┌────────

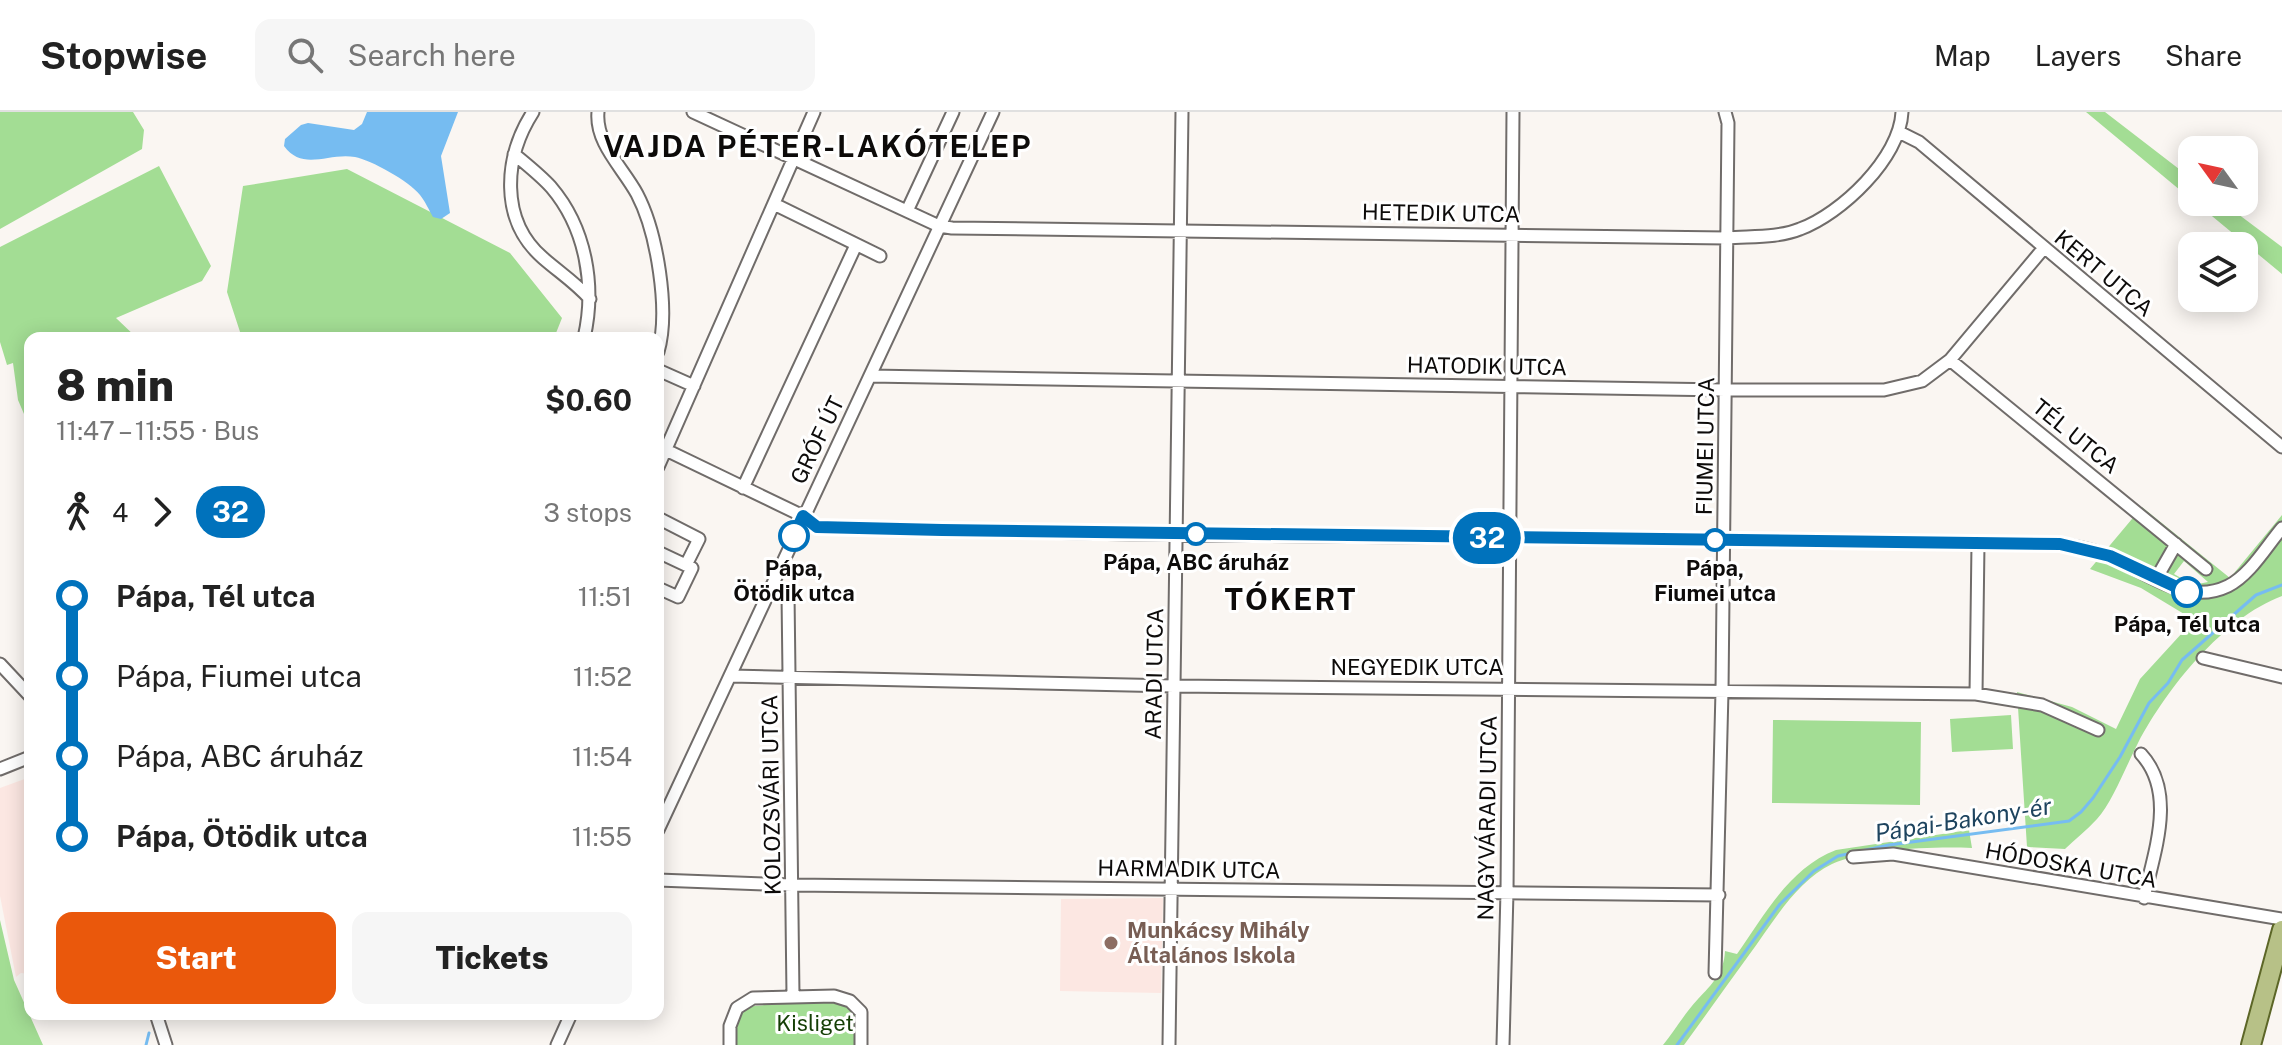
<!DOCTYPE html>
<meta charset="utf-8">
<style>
:root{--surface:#fff;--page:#f6f6f6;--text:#222;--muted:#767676;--line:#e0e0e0;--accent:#ea580c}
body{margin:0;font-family:"Public Sans",sans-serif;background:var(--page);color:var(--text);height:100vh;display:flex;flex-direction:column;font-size:30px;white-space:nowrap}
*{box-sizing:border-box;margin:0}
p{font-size:26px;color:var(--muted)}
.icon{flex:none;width:44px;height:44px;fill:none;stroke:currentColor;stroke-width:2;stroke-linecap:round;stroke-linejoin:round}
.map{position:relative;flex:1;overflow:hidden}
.drawer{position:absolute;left:24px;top:220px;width:640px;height:688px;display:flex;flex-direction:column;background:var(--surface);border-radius:16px;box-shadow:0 4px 20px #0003}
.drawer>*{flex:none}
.badge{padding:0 16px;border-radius:26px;font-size:28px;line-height:52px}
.needle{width:52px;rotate:303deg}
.controls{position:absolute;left:2178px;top:24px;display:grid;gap:16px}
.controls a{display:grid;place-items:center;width:80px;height:80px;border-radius:16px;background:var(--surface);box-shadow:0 4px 20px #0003;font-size:40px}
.map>.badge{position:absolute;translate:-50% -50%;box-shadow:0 0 0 4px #fff}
.legs{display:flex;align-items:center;gap:12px;height:88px;padding:0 32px;font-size:26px}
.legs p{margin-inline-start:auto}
.head{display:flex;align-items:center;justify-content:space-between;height:136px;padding:0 32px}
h1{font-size:44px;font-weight:800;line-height:60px}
.button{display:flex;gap:16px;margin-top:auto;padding:16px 32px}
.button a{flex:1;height:92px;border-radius:16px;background:var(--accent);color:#fff;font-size:32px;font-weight:800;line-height:92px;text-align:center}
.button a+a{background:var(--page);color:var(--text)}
ul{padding:0 32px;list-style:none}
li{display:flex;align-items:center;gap:28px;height:80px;font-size:30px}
li i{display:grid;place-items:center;width:12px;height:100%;margin:0 10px;background:currentColor}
li i::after{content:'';width:20px;height:20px;margin:-10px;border:6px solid;border-radius:50%;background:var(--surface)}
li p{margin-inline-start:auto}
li:first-child i{background:linear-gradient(#0000 50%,currentColor 0)}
li:last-child i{background:linear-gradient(currentColor 50%,#0000 0)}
header{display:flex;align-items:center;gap:48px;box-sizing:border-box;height:112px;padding:0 40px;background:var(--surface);border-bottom:2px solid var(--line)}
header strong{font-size:38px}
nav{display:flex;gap:44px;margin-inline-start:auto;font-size:28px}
.search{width:560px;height:72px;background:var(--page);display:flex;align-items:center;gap:20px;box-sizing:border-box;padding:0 28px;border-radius:16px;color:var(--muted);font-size:30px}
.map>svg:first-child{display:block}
.education{fill:#fce7e2}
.green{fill:#a3dd94;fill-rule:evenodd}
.water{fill:#76bcf1}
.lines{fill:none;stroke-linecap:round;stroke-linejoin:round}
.stream{stroke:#76bcf1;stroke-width:3}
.street-casing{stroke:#706c6a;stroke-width:15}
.primary-casing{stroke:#5c6627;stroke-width:22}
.street{stroke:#fff;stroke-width:11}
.primary{stroke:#b7c187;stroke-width:18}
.line-1-casing{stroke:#fff;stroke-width:18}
.line-1{stroke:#0072bc;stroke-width:12}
.stop-1-dot{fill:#fff;stroke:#0072bc;stroke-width:4}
.education-dot{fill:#8d6e63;stroke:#fff;stroke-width:3}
.labels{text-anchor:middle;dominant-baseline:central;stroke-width:6;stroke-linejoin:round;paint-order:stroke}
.street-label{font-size:22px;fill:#0d0b0a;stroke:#fff}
.stop-label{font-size:22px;font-weight:bold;fill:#0d0b0a;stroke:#fff}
.education-label{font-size:22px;font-weight:bold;fill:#785e54;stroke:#fff;text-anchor:start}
.park-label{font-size:22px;fill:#143e05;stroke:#fff}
.water-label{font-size:24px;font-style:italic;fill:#1e445f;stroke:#fff}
.district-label{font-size:30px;font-weight:bold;letter-spacing:2px;fill:#0d0b0a;stroke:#fff}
</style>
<header>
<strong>Stopwise</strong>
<div class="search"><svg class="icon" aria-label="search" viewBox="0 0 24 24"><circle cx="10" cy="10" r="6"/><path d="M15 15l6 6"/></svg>Search here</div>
<nav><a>Map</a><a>Layers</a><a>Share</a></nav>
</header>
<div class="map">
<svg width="2282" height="933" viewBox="0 0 2282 933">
<rect width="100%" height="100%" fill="#faf6f2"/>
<!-- education -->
<path class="education" d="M30 665V862L21 861 16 865 0 784V676Z
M1163 786 1161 881 1060 879 1061 787Z"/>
<!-- green -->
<path class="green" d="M0 0H133L144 18 142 37 0 117Z
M2086 0H2105L2192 67V88Z
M159 54 211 154 202 169 116 206 137 226H30V316L18 288 13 251 7 253 0 230V135Z
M347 57 510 141 562 206 554 226H242L227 180 243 74Z
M2195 90H2222L2282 135V162Z
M2142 395 2230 466 2282 403V484C2223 506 2167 576 2138 631 2127 652 2112 691 2097 707 2087 718 2075 727 2065 737L2027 735 2017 580 2072 595 2116 617 2140 567 2194 508 2141 476 2090 457ZM2184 449 2208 470 2193 473 2174 462Z
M2011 603 2013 637 1952 640 1950 607Z
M1773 608 1921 610 1920 693 1772 691Z
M1969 718 1972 736C1935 734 1865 737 1832 752 1796 769 1772 812 1749 843 1727 873 1706 903 1684 933H1663C1675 918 1685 901 1698 887 1712 872 1724 861 1725 839L1737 842C1765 803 1789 756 1836 738Z
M0 808 14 868 43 933H0Z
M834 887 846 893 856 903 855 933H736V917L741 900 754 894Z"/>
<!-- water -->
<path class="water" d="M367 0H458L441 44 450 101 441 107 433 105C429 98 425 89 420 83 409 69 371 48 355 45 329 40 303 60 284 34L285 27 301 13 308 11 354 18 362 12Z"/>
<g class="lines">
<!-- stream -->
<path class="stream" d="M146 933 149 921
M1677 933 1780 792 1814 759 1838 744 1889 733 2069 709 2081 700 2093 686 2120 645 2149 591 2168 571 2182 548 2256 483 2282 473"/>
<!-- street casing -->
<g class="street-casing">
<path id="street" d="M533 0C504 45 499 108 543 146 559 160 576 171 590 187
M598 0C595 31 623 56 637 82 657 120 670 199 658 240
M693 0 939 114 952 116 1727 126C1750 124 1778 126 1800 117 1841 102 1900 46 1902 0
M1899 20 1919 30 2282 335
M514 42C526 52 540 63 551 75 586 116 596 174 584 226
M774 92 880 144
M907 99 953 0
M1950 248 2206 457
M658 258 694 274
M870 264 1725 278H1884L1922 269 1950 248 2043 137
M666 338 803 404 817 415 1130 422 2060 432C2078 435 2096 438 2113 446 2149 462 2187 494 2228 474 2250 463 2266 435 2282 416
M658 355 814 0
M743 376 856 133
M658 406 699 427 686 453
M658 440 692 456 678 485 658 476
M2156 467 2176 432
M788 482 793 883
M2203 546 2282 565
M0 552 30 584
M731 564 1174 574 1976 582 2042 593 2098 618
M1976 582 1978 432
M2141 642C2177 681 2154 740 2144 786
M0 657 30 645
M658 718 993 0
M1853 745 1893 742 2282 807
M658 768 792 773 1719 783
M1715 861 1722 579 1728 11 1725 0
M156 902 166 933
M557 933 571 902
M730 933V914L737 896 753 886 834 884 850 889 861 900V933
M1169 933 1182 0
M1503 933 1507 780 1513 0"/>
</g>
<!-- primary casing -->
<g class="primary-casing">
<path id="primary" d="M2251 933 2282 818"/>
</g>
<!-- street -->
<use href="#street" class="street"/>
<!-- primary -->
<use href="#primary" class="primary"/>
</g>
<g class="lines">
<!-- line-1 casing -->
<g class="line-1-casing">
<path id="line-1" d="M794 424 803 404 817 415 942 418 2060 432 2110 444 2187 480"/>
</g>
<!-- line-1 -->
<use href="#line-1" class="line-1"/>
</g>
<!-- markers -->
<g class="stop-1-dot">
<circle cx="1196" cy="422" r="10"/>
<circle cx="794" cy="424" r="14"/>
<circle cx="1715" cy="428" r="10"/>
<circle cx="2187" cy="480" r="14"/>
</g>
<circle class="education-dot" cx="1111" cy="831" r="8"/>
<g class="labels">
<!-- street labels -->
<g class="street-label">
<text transform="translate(1441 101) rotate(1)">HETEDIK UTCA</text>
<text transform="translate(2104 161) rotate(40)">KERT UTCA</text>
<text transform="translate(1487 254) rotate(1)">HATODIK UTCA</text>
<text transform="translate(2076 324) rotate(39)">TÉL UTCA</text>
<text transform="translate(817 328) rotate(-64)">GRÓF ÚT</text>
<text transform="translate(1705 334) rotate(-89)">FIUMEI UTCA</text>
<text x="1417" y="555">NEGYEDIK UTCA</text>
<text transform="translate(1154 562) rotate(-89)">ARADI UTCA</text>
<text transform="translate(771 683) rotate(-91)">KOLOZSVÁRI UTCA</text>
<text transform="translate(1487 706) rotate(-89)">NAGYVÁRADI UTCA</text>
<text transform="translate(2071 753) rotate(10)">HÓDOSKA UTCA</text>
<text transform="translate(1189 757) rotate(1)">HARMADIK UTCA</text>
</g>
<!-- stop labels -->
<g class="stop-label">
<text x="1196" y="450">Pápa, ABC áruház</text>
<text x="794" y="456">Pápa,<tspan x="794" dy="25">Ötödik utca</tspan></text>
<text x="1715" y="456">Pápa,<tspan x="1715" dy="25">Fiumei utca</tspan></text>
<text x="2187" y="512">Pápa, Tél utca</text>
</g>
<!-- education labels -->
<g class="education-label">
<text x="1127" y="818">Munkácsy Mihály<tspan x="1127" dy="25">Általános Iskola</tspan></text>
</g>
<!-- park labels -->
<g class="park-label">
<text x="815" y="911">Kisliget</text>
</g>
<!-- water labels -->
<g class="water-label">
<text transform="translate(1963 707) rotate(-9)">Pápai-Bakony-ér</text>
</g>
<!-- district labels -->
<g class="district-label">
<text x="818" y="34">VAJDA PÉTER-LAKÓTELEP</text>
<text x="1291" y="487">TÓKERT</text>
</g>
</g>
</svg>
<div class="controls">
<a><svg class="needle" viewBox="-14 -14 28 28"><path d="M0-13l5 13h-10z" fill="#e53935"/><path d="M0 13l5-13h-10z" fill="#767676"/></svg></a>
<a><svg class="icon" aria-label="layers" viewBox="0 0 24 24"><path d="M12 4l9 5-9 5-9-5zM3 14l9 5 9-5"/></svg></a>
</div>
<b class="badge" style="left:1487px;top:426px;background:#0072bc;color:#fff">32</b>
<section class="drawer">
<div class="head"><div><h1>8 min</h1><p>11:47 – 11:55 · Bus</p></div><b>$0.60</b></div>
<div class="legs"><svg class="icon" aria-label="walk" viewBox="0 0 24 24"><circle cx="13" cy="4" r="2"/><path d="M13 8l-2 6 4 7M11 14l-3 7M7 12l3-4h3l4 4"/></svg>4<svg class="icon" aria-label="forward" viewBox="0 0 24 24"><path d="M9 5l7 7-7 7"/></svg><b class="badge" style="background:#0072bc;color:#fff">32</b><p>3 stops</p></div>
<ul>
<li><i style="color:#0072bc"></i><b>Pápa, Tél utca</b><p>11:51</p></li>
<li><i style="color:#0072bc"></i><span>Pápa, Fiumei utca</span><p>11:52</p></li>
<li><i style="color:#0072bc"></i><span>Pápa, ABC áruház</span><p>11:54</p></li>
<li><i style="color:#0072bc"></i><b>Pápa, Ötödik utca</b><p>11:55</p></li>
</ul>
<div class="button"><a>Start</a><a>Tickets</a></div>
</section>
</div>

└────────

■ **What is being asked**: Which of the lines in the listing above include "linecap"? Report each of them.

■ **Response to the exercise**:
.icon{flex:none;width:44px;height:44px;fill:none;stroke:currentColor;stroke-width:2;stroke-linecap:round;stroke-linejoin:round}
.lines{fill:none;stroke-linecap:round;stroke-linejoin:round}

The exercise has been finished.